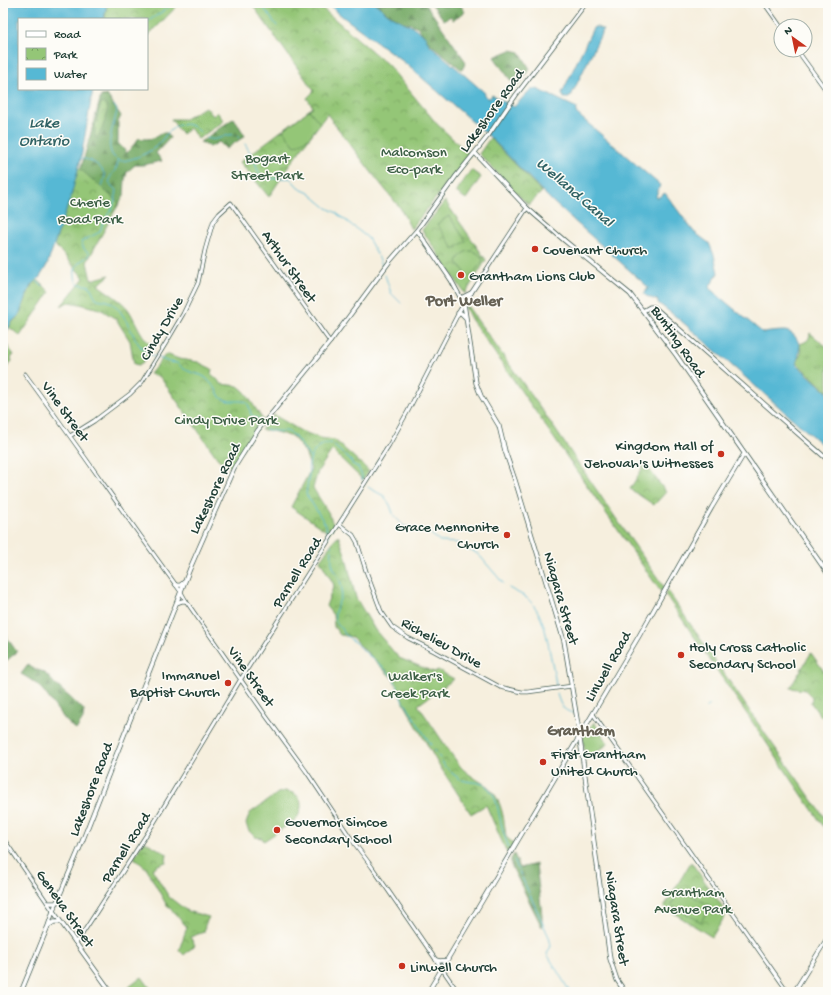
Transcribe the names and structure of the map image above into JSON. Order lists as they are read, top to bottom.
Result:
{
  "streets": {
    "main road": [
      "Lakeshore Road",
      "Bunting Road",
      "Niagara Street",
      "Linwell Road",
      "Geneva Street"
    ],
    "street": [
      "Arthur Street",
      "Cindy Drive",
      "Vine Street",
      "Parnell Road",
      "Richelieu Drive"
    ]
  },
  "crossings": [
    ["Lakeshore Road", "Arthur Street"],
    ["Lakeshore Road", "Bunting Road"],
    ["Lakeshore Road", "Vine Street"],
    ["Lakeshore Road", "Niagara Street"],
    ["Lakeshore Road", "Geneva Street"],
    ["Arthur Street", "Cindy Drive"],
    ["Cindy Drive", "Vine Street"],
    ["Bunting Road", "Parnell Road"],
    ["Bunting Road", "Linwell Road"],
    ["Vine Street", "Parnell Road"],
    ["Vine Street", "Linwell Road"],
    ["Parnell Road", "Niagara Street"],
    ["Parnell Road", "Richelieu Drive"],
    ["Parnell Road", "Geneva Street"],
    ["Niagara Street", "Richelieu Drive"],
    ["Niagara Street", "Linwell Road"]
  ],
  "districts": ["Port Weller", "Grantham"],
  "water": ["Lake Ontario", "Welland Canal"],
  "parks": [
    "Malcomson Eco-park",
    "Bogart Street Park",
    "Cherie Road Park",
    "Cindy Drive Park",
    "Walker's Creek Park",
    "Grantham Avenue Park"
  ],
  "places": [
    "Covenant Church",
    "Grantham Lions Club",
    "Kingdom Hall of Jehovah's Witnesses",
    "Grace Mennonite Church",
    "Holy Cross Catholic Secondary School",
    "Immanuel Baptist Church",
    "First Grantham United Church",
    "Governor Simcoe Secondary School",
    "Linwell Church"
  ],
  "legend": ["Road", "Park", "Water"],
  "north": "top left"
}
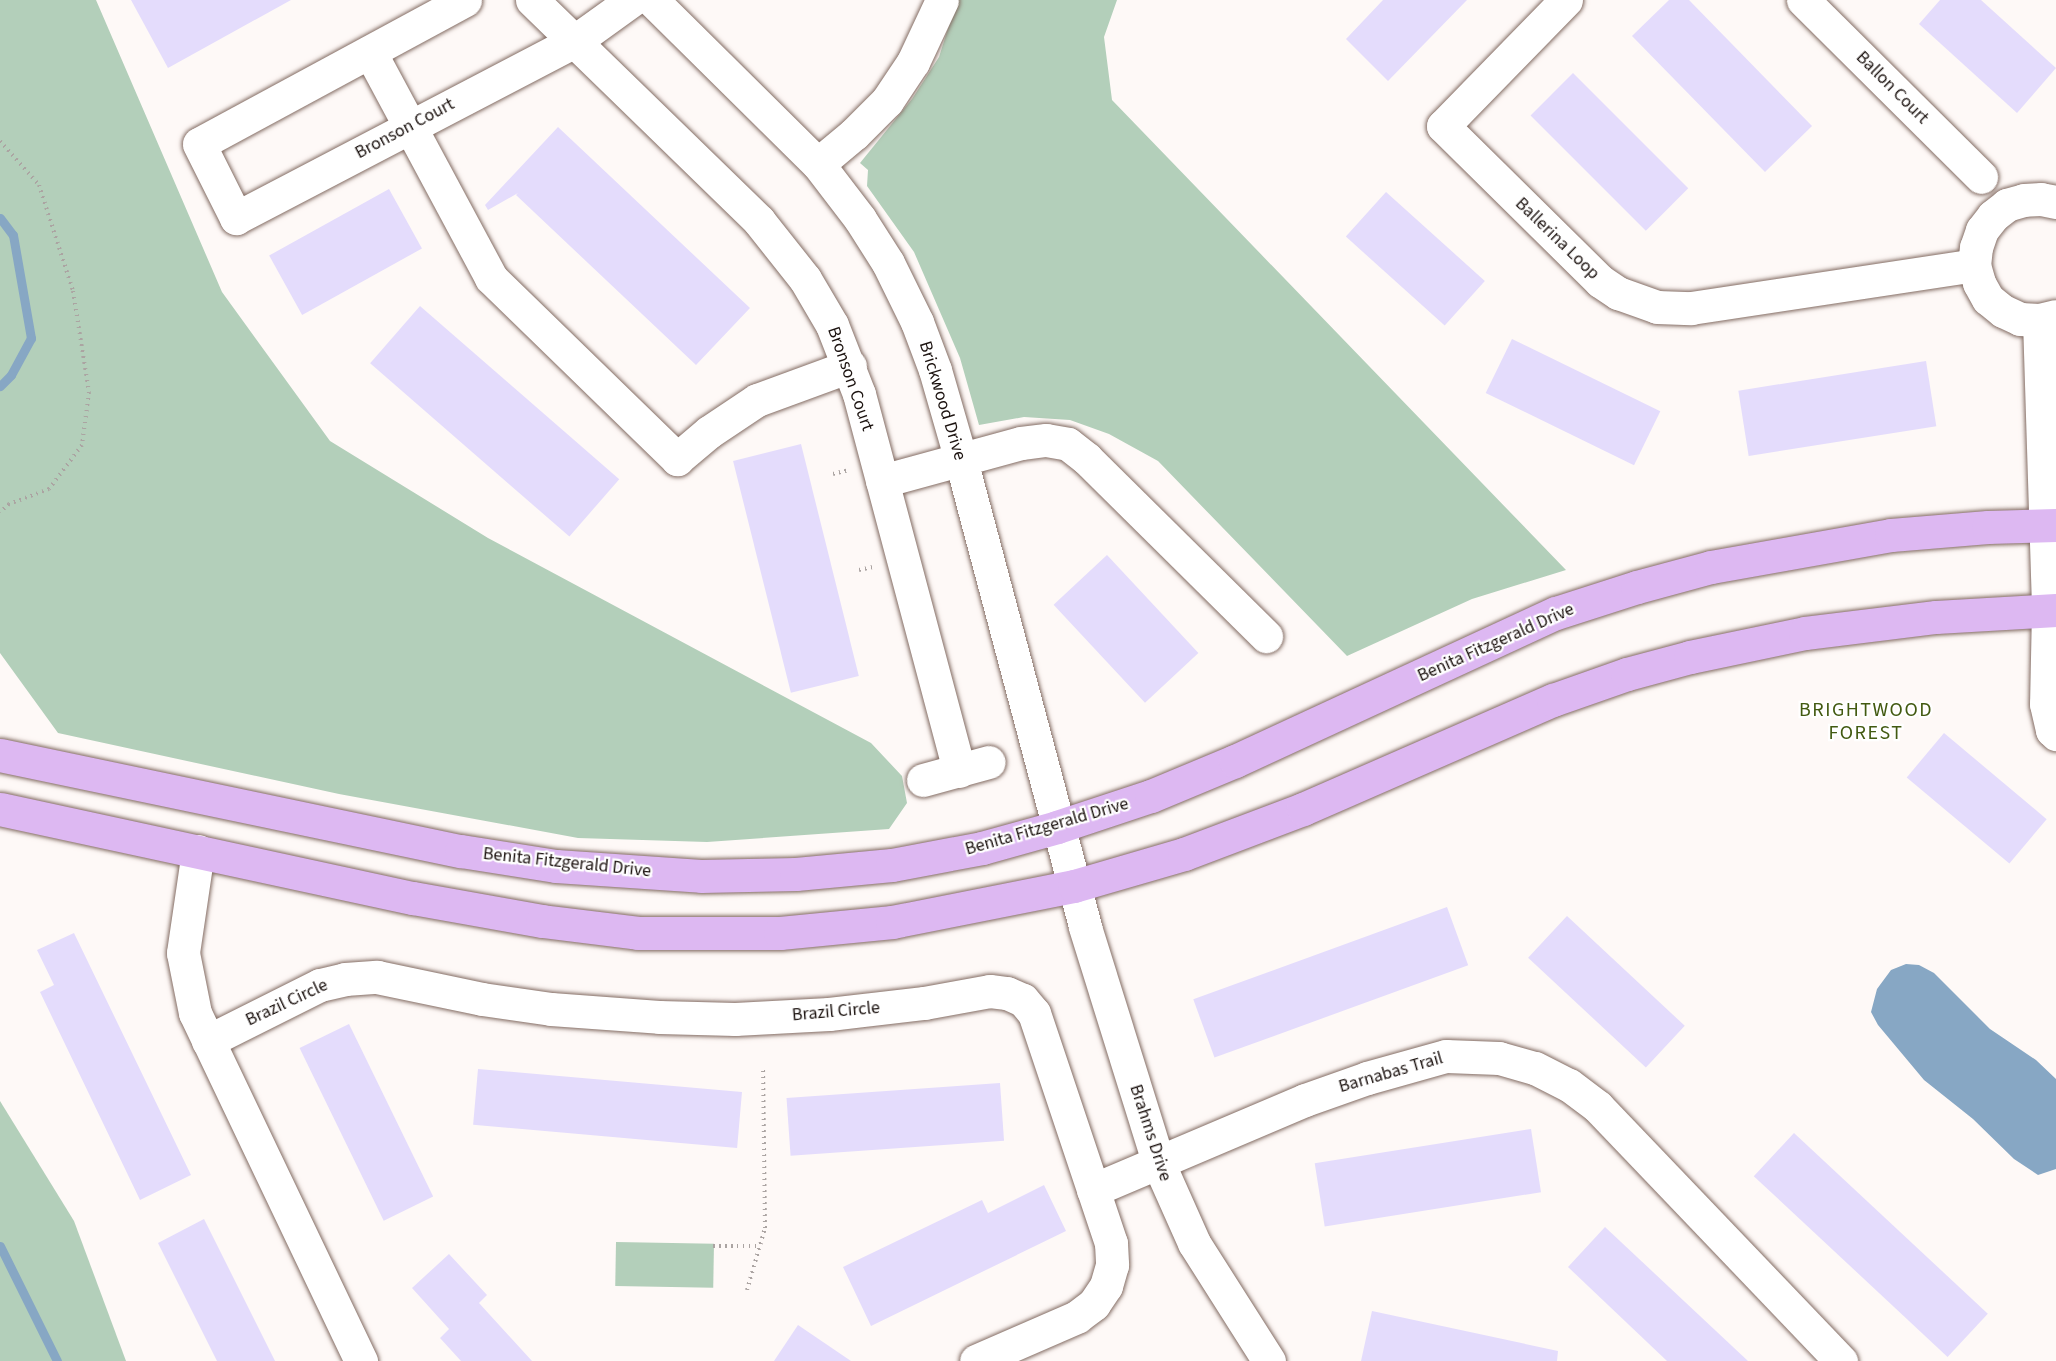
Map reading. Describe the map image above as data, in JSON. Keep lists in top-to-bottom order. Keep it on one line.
{"streets":{"main road":["Benita Fitzgerald Drive"],"street":["Ballon Court","Bronson Court","Ballerina Loop","Brickwood Drive","Brazil Circle","Barnabas Trail","Brahms Drive"]},"crossings":[["Brickwood Drive","Benita Fitzgerald Drive"],["Brickwood Drive","Brahms Drive"],["Brazil Circle","Barnabas Trail"],["Barnabas Trail","Brahms Drive"]],"districts":["BRIGHTWOOD FOREST"]}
________________________________________
Description of the task. Reply with every line of the listing that has the string "above".

Answer to the exercise.
Transcribe the names and structure of the map image above into JSON. Order lists as they are read, top to bottom.
Map reading. Describe the map image above as data, in JSON. Keep lists in top-to-bottom order. Keep it on one line.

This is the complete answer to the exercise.